Stored entries:
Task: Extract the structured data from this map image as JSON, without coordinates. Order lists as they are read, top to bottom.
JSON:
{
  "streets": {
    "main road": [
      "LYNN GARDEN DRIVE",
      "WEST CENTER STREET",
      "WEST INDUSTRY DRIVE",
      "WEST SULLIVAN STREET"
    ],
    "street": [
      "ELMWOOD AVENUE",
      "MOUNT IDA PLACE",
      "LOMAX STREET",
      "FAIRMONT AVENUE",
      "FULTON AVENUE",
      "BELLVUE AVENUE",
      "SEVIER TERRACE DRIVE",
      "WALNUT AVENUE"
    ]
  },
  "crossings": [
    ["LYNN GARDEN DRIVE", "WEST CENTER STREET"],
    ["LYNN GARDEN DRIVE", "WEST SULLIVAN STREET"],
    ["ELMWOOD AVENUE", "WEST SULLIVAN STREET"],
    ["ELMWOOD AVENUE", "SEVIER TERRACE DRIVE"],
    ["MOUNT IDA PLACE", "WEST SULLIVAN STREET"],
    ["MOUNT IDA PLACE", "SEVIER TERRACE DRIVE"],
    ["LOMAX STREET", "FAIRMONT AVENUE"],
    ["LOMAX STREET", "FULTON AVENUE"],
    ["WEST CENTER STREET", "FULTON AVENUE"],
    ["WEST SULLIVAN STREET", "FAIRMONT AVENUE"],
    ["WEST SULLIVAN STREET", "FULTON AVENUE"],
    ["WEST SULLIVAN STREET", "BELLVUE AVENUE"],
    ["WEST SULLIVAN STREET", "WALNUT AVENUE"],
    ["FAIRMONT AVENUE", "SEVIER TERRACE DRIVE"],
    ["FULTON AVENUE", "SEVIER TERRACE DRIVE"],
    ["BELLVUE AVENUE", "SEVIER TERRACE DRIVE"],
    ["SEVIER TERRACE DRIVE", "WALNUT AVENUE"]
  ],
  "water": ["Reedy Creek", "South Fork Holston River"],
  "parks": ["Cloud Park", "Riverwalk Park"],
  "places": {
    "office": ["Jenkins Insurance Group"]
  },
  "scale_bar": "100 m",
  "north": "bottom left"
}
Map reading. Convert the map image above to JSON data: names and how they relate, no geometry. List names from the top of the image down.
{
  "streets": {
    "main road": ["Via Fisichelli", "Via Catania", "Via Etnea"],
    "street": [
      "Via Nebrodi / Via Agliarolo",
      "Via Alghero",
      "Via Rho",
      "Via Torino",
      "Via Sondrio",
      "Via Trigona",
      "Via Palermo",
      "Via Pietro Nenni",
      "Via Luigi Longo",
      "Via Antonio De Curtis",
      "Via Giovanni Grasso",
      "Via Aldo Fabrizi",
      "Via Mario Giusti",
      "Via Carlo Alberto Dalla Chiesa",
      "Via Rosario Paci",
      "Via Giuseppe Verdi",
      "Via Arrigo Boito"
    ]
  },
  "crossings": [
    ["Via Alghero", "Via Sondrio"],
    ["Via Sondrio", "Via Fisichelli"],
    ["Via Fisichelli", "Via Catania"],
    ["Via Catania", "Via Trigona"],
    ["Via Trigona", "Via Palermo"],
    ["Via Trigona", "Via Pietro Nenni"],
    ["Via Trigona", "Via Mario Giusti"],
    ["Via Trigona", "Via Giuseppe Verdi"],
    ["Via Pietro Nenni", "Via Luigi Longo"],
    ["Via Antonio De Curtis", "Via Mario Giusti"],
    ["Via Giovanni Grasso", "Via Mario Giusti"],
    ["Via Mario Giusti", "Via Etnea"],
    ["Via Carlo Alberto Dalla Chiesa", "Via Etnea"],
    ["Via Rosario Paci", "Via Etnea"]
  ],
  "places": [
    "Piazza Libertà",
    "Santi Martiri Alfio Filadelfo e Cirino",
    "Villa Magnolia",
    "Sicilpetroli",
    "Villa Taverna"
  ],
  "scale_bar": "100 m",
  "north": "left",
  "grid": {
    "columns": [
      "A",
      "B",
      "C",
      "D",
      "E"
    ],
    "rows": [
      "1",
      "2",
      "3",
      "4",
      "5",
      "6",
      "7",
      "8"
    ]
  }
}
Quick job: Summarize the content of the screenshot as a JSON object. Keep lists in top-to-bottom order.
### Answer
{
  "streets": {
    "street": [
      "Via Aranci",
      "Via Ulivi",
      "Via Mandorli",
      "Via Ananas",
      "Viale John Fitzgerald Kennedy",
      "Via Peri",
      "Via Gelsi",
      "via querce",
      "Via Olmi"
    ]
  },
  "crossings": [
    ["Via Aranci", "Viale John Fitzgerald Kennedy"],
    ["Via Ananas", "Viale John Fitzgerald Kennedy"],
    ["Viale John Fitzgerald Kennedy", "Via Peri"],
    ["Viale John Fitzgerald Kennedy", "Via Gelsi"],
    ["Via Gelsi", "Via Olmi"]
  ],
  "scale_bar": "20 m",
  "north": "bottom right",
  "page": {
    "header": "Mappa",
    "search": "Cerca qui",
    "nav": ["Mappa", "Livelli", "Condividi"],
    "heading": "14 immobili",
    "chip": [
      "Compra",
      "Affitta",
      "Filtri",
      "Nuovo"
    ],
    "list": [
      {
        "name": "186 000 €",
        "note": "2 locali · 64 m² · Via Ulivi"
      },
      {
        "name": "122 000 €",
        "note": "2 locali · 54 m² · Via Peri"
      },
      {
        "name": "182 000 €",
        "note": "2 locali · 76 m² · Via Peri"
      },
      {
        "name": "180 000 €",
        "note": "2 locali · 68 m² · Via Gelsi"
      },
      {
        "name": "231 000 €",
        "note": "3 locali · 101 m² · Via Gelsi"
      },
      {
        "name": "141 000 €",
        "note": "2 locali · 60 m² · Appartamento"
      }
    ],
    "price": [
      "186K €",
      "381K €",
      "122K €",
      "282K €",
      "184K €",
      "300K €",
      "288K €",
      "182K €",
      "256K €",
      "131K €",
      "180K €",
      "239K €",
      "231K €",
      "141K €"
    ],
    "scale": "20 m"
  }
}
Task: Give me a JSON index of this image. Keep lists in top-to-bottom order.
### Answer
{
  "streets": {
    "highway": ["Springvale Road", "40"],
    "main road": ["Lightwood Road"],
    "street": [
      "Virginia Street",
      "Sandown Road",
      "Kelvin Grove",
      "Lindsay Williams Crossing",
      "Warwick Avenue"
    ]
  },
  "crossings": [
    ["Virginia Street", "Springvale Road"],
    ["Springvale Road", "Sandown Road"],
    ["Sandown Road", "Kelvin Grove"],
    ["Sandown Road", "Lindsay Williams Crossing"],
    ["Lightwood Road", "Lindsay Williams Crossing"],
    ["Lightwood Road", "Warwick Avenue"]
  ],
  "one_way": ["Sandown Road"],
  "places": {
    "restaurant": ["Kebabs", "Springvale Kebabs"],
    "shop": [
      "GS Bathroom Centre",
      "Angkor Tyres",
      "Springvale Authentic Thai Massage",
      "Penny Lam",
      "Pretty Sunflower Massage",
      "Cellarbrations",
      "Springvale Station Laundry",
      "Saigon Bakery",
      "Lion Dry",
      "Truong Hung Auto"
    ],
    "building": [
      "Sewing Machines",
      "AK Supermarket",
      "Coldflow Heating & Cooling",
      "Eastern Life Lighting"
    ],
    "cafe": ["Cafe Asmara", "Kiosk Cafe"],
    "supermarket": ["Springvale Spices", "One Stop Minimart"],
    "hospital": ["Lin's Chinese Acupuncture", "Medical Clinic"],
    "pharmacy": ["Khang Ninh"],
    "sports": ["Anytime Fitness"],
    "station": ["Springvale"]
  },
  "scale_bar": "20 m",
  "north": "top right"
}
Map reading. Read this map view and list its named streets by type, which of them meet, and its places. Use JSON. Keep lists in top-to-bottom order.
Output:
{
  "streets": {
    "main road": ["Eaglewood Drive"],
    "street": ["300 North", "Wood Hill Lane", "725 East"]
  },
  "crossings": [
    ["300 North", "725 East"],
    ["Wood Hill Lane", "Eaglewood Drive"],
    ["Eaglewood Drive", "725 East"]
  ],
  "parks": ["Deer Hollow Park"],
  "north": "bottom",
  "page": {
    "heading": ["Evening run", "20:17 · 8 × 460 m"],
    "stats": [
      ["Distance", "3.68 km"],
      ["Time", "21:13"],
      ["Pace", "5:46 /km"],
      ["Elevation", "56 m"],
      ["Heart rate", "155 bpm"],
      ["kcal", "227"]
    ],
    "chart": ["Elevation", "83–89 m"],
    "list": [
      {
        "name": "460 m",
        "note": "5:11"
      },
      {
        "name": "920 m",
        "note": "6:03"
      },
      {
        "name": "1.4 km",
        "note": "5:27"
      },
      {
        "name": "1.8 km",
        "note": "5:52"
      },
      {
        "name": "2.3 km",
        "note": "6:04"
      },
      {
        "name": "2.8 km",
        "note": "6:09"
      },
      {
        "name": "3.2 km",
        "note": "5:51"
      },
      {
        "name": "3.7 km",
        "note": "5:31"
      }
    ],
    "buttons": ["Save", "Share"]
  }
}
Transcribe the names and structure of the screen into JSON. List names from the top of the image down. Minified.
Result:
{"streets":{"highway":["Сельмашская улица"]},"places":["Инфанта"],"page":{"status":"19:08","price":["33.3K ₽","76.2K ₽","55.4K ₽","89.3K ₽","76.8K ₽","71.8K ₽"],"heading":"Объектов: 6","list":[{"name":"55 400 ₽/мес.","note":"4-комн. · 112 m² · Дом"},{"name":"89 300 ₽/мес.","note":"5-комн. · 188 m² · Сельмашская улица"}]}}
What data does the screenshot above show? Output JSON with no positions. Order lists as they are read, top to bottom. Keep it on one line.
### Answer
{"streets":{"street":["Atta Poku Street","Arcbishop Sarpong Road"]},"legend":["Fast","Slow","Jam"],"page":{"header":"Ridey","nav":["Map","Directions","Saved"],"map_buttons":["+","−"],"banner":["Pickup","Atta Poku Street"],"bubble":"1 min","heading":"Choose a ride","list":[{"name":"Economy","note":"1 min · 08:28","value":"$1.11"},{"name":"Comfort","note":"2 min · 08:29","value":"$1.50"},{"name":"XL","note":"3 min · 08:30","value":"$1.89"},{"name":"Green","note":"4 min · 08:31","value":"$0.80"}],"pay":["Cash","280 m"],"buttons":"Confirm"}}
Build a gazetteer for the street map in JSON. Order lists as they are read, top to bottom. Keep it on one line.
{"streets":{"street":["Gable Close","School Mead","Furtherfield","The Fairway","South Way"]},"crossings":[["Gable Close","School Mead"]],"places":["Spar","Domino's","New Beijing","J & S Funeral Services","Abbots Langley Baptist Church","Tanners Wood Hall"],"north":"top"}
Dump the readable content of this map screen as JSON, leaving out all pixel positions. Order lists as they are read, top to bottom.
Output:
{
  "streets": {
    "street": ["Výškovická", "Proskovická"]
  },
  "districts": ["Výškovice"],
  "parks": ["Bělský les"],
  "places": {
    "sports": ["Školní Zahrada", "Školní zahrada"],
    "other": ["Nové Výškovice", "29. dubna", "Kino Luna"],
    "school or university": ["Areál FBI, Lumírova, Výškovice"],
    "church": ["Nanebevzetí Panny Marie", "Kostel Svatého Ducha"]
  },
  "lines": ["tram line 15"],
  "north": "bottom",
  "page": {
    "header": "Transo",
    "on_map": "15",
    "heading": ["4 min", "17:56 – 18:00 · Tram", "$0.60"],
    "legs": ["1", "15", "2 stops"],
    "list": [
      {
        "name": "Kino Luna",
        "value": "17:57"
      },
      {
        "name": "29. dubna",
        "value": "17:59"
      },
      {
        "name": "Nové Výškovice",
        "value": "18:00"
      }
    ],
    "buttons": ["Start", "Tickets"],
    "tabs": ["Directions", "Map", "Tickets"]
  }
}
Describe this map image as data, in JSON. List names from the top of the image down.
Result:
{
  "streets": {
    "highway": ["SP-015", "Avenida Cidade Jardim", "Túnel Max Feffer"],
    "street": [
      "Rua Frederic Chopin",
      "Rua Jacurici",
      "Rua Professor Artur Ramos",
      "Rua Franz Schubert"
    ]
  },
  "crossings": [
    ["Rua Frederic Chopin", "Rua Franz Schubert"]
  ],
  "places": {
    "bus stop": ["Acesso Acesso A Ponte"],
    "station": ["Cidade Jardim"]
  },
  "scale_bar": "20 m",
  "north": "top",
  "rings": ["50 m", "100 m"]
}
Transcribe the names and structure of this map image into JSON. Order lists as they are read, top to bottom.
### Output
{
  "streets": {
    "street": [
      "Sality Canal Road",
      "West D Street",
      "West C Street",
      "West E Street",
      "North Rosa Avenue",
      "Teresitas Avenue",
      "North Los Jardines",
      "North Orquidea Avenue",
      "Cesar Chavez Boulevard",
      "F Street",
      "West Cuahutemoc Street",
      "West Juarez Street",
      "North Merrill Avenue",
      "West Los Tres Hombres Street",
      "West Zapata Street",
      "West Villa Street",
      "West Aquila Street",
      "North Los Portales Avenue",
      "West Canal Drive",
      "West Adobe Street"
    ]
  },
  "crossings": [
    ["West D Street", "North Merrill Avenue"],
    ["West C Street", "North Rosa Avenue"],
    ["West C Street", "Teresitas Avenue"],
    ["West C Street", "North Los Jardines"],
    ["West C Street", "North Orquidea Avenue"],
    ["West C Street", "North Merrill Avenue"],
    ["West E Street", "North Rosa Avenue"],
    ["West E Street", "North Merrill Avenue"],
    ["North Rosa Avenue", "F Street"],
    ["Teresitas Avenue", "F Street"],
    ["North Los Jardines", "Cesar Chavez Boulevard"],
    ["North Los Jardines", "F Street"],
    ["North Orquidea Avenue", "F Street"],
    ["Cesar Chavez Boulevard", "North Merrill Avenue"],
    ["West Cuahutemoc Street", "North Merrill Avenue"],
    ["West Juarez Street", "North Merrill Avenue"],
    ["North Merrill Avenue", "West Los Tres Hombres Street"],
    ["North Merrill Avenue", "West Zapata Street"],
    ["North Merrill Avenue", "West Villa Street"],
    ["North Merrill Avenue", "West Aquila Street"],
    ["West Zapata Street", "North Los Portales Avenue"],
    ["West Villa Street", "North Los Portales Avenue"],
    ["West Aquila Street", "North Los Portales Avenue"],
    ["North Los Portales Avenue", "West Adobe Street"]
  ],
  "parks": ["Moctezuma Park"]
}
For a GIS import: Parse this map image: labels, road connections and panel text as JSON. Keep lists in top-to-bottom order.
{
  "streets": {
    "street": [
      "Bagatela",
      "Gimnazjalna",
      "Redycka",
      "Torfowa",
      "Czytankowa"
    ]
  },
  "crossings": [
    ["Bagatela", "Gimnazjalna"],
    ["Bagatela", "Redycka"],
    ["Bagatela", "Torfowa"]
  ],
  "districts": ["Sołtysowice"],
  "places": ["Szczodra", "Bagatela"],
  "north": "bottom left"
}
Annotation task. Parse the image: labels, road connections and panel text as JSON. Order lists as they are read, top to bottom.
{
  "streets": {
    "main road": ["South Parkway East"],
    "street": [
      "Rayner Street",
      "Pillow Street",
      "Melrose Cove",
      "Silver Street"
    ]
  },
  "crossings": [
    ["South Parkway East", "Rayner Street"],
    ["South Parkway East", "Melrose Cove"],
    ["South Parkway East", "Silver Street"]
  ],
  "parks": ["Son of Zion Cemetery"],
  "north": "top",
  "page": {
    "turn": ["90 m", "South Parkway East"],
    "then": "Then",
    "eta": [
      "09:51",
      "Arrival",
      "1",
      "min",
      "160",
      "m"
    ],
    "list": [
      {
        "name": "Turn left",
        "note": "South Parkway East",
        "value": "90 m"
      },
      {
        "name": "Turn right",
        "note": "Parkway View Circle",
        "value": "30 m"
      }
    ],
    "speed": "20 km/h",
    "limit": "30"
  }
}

ACTIVITY
Every line above that holds the word "panel" needs to be copied.

TASK OUTPUT
For a GIS import: Parse this map image: labels, road connections and panel text as JSON. Keep lists in top-to-bottom order.
Annotation task. Parse the image: labels, road connections and panel text as JSON. Order lists as they are read, top to bottom.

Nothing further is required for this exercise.